> _Exercise instructions_
If a line of the records holds the word "JSON", copy it out.
*** Opening of Dataset entries ***
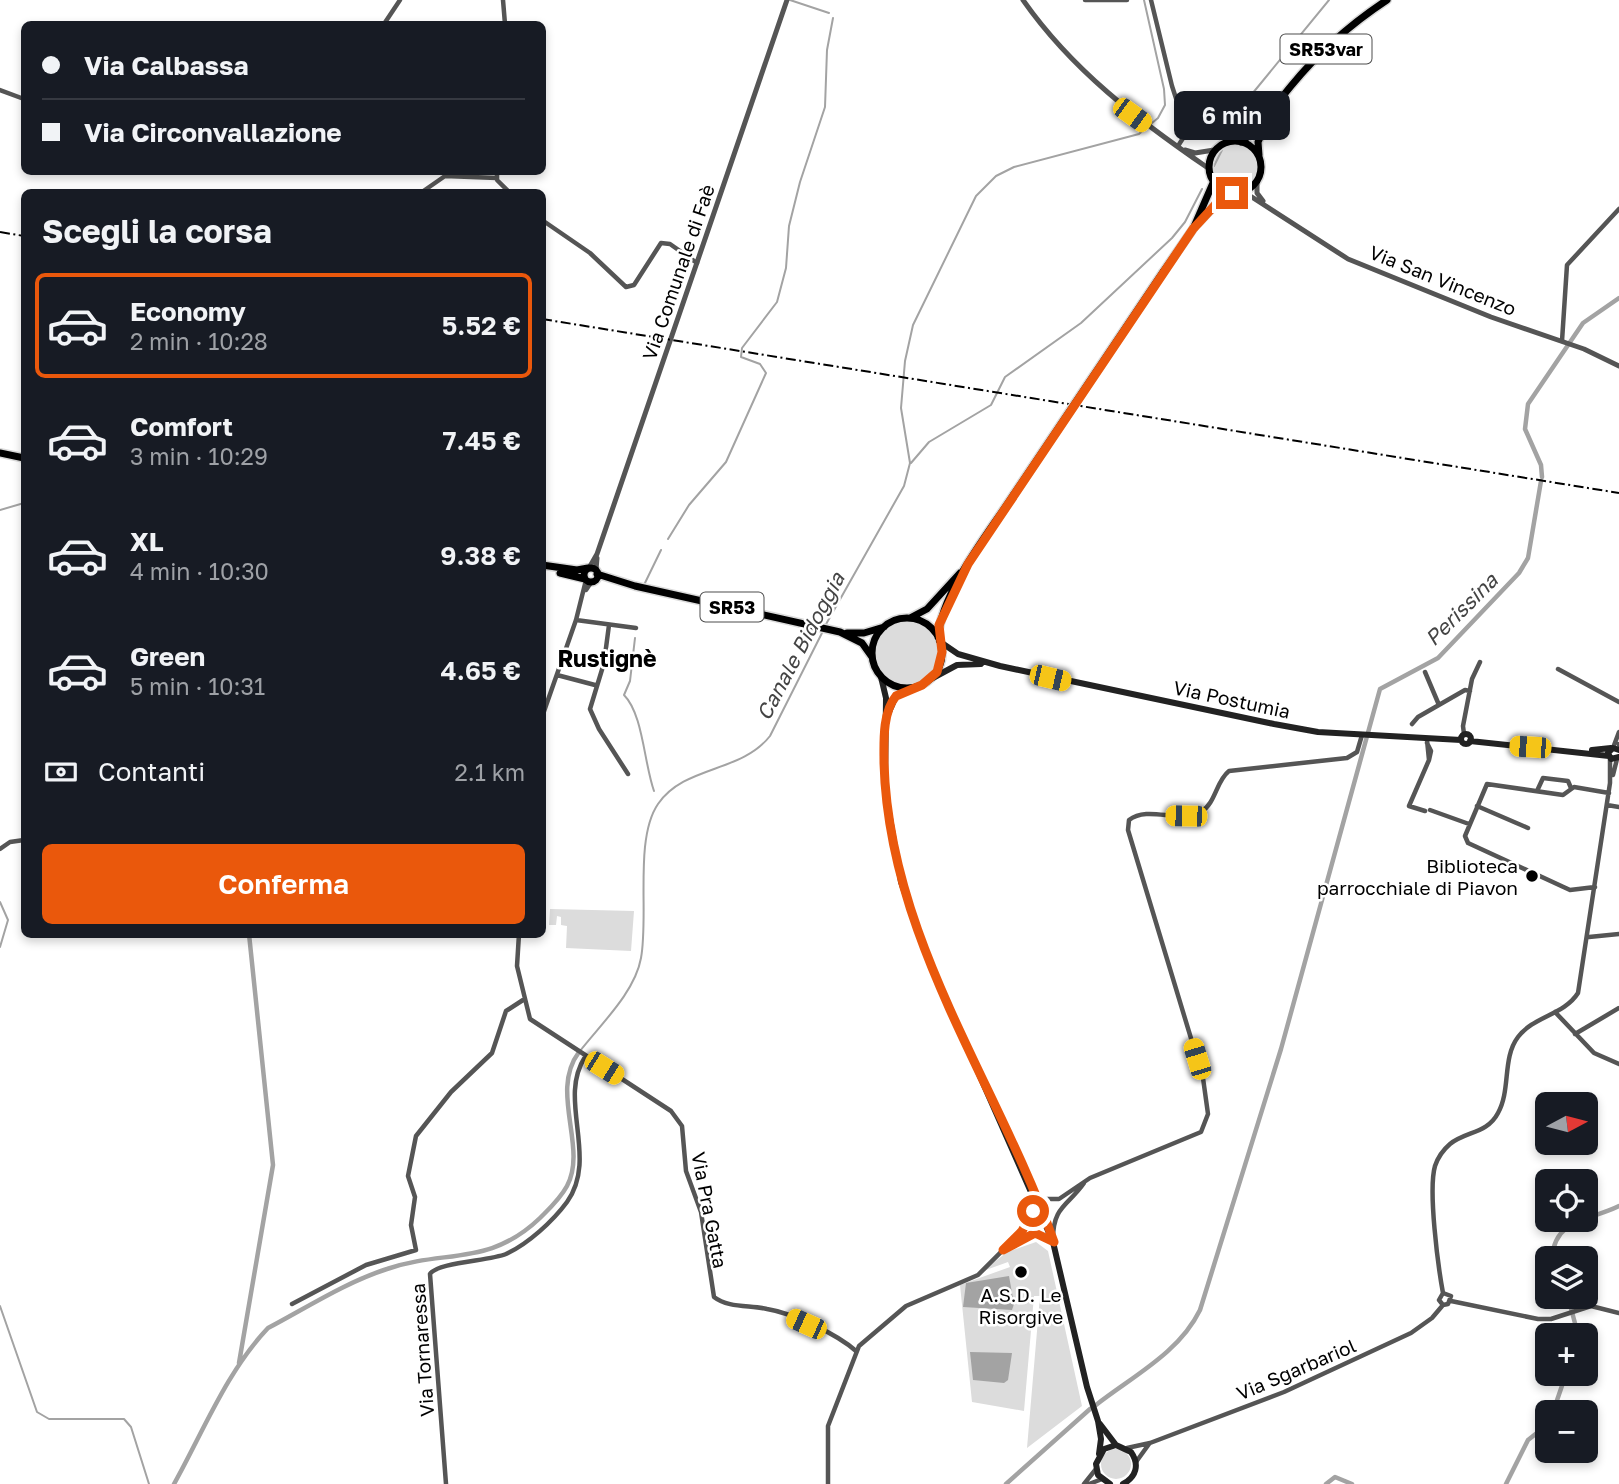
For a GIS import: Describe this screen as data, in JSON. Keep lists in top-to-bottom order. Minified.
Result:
{"streets":{"main road":["SR53var","SR53","Via Postumia"],"street":["Via Comunale di Faè","Via San Vincenzo","Via Pra Gatta","Via Tornaressa","Via Sgarbariol"]},"crossings":[["SR53var","Via San Vincenzo"],["Via Comunale di Faè","SR53"],["SR53","Via Postumia"],["Via Pra Gatta","Via Tornaressa"]],"districts":["Rustignè"],"water":["Perissina","Canale Bidoggia"],"places":["Biblioteca parrocchiale di Piavon","A.S.D. Le Risorgive"],"north":"right","page":{"banner":["Via Calbassa","Via Circonvallazione"],"bubble":"6 min","heading":"Scegli la corsa","list":[{"name":"Economy","note":"2 min · 10:28","value":"5.52 €"},{"name":"Comfort","note":"3 min · 10:29","value":"7.45 €"},{"name":"XL","note":"4 min · 10:30","value":"9.38 €"},{"name":"Green","note":"5 min · 10:31","value":"4.65 €"}],"pay":["Contanti","2.1 km"],"buttons":"Conferma","map_buttons":["+","−"]}}
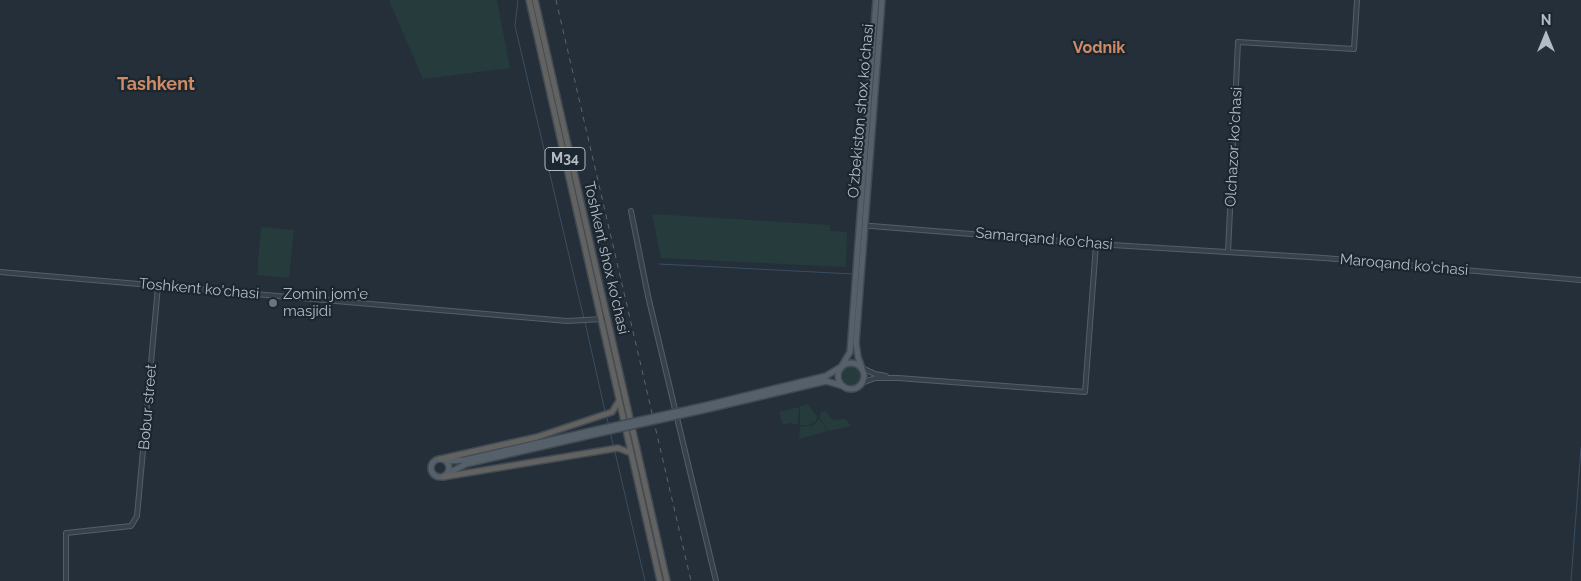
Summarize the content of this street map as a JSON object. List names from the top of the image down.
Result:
{
  "streets": {
    "highway": ["M34", "Toshkent shox ko'chasi"],
    "main road": ["O'zbekiston shox ko'chasi"],
    "street": [
      "Olchazor ko'chasi",
      "Samarqand ko'chasi",
      "Maroqand ko'chasi",
      "Toshkent ko'chasi",
      "Bobur street"
    ]
  },
  "crossings": [
    ["O'zbekiston shox ko'chasi", "Samarqand ko'chasi"],
    ["Olchazor ko'chasi", "Samarqand ko'chasi"],
    ["Olchazor ko'chasi", "Maroqand ko'chasi"],
    ["M34", "Toshkent shox ko'chasi"],
    ["M34", "Toshkent ko'chasi"],
    ["Samarqand ko'chasi", "Maroqand ko'chasi"],
    ["Toshkent shox ko'chasi", "Toshkent ko'chasi"],
    ["Toshkent ko'chasi", "Bobur street"]
  ],
  "districts": ["Vodnik", "Tashkent"],
  "places": ["Zomin jom'e masjidi"],
  "north": "top"
}
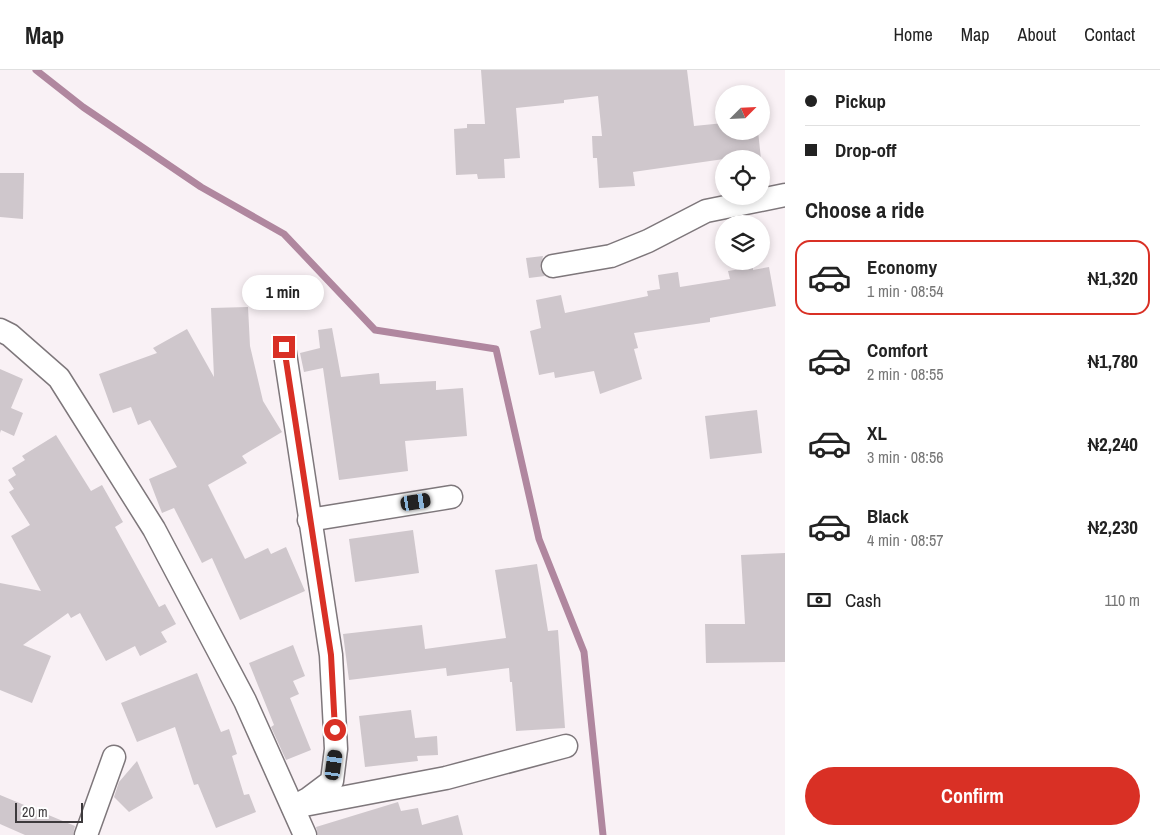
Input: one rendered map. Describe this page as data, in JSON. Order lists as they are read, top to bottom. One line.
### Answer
{"scale_bar":"20 m","north":"top right","page":{"header":"Map","nav":["Home","Map","About","Contact"],"banner":["Pickup","Drop-off"],"heading":"Choose a ride","list":[{"name":"Economy","note":"1 min · 08:54","value":"₦1,320"},{"name":"Comfort","note":"2 min · 08:55","value":"₦1,780"},{"name":"XL","note":"3 min · 08:56","value":"₦2,240"},{"name":"Black","note":"4 min · 08:57","value":"₦2,230"}],"bubble":"1 min","pay":["Cash","110 m"],"buttons":"Confirm","scale":"20 m"}}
*** Close of Dataset entries ***
> _Output for this exercise_
For a GIS import: Describe this screen as data, in JSON. Keep lists in top-to-bottom order. Minified.
Summarize the content of this street map as a JSON object. List names from the top of the image down.
Input: one rendered map. Describe this page as data, in JSON. Order lists as they are read, top to bottom. One line.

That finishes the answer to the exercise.